Task: Please retype the entries below exactly as they are written.
┌─ Data supplied
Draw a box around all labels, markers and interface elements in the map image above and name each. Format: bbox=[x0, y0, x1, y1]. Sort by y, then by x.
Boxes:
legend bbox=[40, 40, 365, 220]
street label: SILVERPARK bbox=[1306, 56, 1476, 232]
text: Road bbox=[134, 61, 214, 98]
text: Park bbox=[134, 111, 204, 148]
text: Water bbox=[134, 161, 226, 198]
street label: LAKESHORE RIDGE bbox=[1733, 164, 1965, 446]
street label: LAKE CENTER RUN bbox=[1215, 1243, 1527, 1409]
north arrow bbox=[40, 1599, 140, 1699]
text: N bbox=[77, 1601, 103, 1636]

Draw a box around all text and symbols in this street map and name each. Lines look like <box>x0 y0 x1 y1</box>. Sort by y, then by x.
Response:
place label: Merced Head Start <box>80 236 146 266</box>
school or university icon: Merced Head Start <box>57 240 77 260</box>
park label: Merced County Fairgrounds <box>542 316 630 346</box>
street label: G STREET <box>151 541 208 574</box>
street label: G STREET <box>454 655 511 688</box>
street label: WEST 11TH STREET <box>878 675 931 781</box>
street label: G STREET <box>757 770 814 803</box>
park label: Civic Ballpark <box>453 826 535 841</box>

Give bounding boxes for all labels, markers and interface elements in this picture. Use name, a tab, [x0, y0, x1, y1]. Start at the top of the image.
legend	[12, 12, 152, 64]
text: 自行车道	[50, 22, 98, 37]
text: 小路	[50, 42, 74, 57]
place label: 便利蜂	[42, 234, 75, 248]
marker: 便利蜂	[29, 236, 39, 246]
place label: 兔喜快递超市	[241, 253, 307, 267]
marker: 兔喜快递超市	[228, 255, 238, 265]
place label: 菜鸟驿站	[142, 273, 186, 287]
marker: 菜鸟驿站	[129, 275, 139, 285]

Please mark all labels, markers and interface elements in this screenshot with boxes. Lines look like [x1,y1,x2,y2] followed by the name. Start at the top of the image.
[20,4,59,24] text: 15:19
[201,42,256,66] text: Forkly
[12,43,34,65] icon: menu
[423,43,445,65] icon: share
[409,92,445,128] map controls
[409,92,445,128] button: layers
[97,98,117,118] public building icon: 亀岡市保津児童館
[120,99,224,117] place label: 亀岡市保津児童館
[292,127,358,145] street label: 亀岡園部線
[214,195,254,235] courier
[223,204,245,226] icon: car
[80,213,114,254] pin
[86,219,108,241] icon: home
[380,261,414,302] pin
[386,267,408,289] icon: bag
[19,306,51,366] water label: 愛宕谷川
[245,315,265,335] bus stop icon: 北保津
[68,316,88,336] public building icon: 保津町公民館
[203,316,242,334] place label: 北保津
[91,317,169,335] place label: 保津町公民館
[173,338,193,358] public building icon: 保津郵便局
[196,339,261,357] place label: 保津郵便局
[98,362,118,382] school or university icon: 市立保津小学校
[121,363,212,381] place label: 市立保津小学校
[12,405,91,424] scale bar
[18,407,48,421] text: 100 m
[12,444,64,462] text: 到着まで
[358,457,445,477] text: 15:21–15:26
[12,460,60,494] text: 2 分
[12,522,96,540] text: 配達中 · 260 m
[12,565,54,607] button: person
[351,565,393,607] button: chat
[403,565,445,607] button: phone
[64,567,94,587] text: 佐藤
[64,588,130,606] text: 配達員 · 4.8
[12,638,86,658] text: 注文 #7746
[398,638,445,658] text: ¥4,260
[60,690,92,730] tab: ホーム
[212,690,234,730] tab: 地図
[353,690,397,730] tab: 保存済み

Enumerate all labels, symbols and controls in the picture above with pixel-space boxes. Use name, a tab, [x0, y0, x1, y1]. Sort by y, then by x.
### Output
└─
Exercise result:
Draw a box around all labels, markers and interface elements in the map image above and name each. Format: bbox=[x0, y0, x1, y1]. Sort by y, then by x.
Boxes:
legend bbox=[40, 40, 365, 220]
street label: SILVERPARK bbox=[1306, 56, 1476, 232]
text: Road bbox=[134, 61, 214, 98]
text: Park bbox=[134, 111, 204, 148]
text: Water bbox=[134, 161, 226, 198]
street label: LAKESHORE RIDGE bbox=[1733, 164, 1965, 446]
street label: LAKE CENTER RUN bbox=[1215, 1243, 1527, 1409]
north arrow bbox=[40, 1599, 140, 1699]
text: N bbox=[77, 1601, 103, 1636]

Draw a box around all text and symbols in this street map and name each. Lines look like <box>x0 y0 x1 y1</box>. Sort by y, then by x.
Response:
place label: Merced Head Start <box>80 236 146 266</box>
school or university icon: Merced Head Start <box>57 240 77 260</box>
park label: Merced County Fairgrounds <box>542 316 630 346</box>
street label: G STREET <box>151 541 208 574</box>
street label: G STREET <box>454 655 511 688</box>
street label: WEST 11TH STREET <box>878 675 931 781</box>
street label: G STREET <box>757 770 814 803</box>
park label: Civic Ballpark <box>453 826 535 841</box>

Give bounding boxes for all labels, markers and interface elements in this picture. Use name, a tab, [x0, y0, x1, y1]. Start at the top of the image.
legend	[12, 12, 152, 64]
text: 自行车道	[50, 22, 98, 37]
text: 小路	[50, 42, 74, 57]
place label: 便利蜂	[42, 234, 75, 248]
marker: 便利蜂	[29, 236, 39, 246]
place label: 兔喜快递超市	[241, 253, 307, 267]
marker: 兔喜快递超市	[228, 255, 238, 265]
place label: 菜鸟驿站	[142, 273, 186, 287]
marker: 菜鸟驿站	[129, 275, 139, 285]

Please mark all labels, markers and interface elements in this screenshot with boxes. Lines look like [x1,y1,x2,y2] followed by the name. Start at the top of the image.
[20,4,59,24] text: 15:19
[201,42,256,66] text: Forkly
[12,43,34,65] icon: menu
[423,43,445,65] icon: share
[409,92,445,128] map controls
[409,92,445,128] button: layers
[97,98,117,118] public building icon: 亀岡市保津児童館
[120,99,224,117] place label: 亀岡市保津児童館
[292,127,358,145] street label: 亀岡園部線
[214,195,254,235] courier
[223,204,245,226] icon: car
[80,213,114,254] pin
[86,219,108,241] icon: home
[380,261,414,302] pin
[386,267,408,289] icon: bag
[19,306,51,366] water label: 愛宕谷川
[245,315,265,335] bus stop icon: 北保津
[68,316,88,336] public building icon: 保津町公民館
[203,316,242,334] place label: 北保津
[91,317,169,335] place label: 保津町公民館
[173,338,193,358] public building icon: 保津郵便局
[196,339,261,357] place label: 保津郵便局
[98,362,118,382] school or university icon: 市立保津小学校
[121,363,212,381] place label: 市立保津小学校
[12,405,91,424] scale bar
[18,407,48,421] text: 100 m
[12,444,64,462] text: 到着まで
[358,457,445,477] text: 15:21–15:26
[12,460,60,494] text: 2 分
[12,522,96,540] text: 配達中 · 260 m
[12,565,54,607] button: person
[351,565,393,607] button: chat
[403,565,445,607] button: phone
[64,567,94,587] text: 佐藤
[64,588,130,606] text: 配達員 · 4.8
[12,638,86,658] text: 注文 #7746
[398,638,445,658] text: ¥4,260
[60,690,92,730] tab: ホーム
[212,690,234,730] tab: 地図
[353,690,397,730] tab: 保存済み

Enumerate all labels, symbols and controls in the picture above with pixel-space boxes. Use name, a tab, [x0, y0, x1, y1]. Sort by y, then by x.
### Output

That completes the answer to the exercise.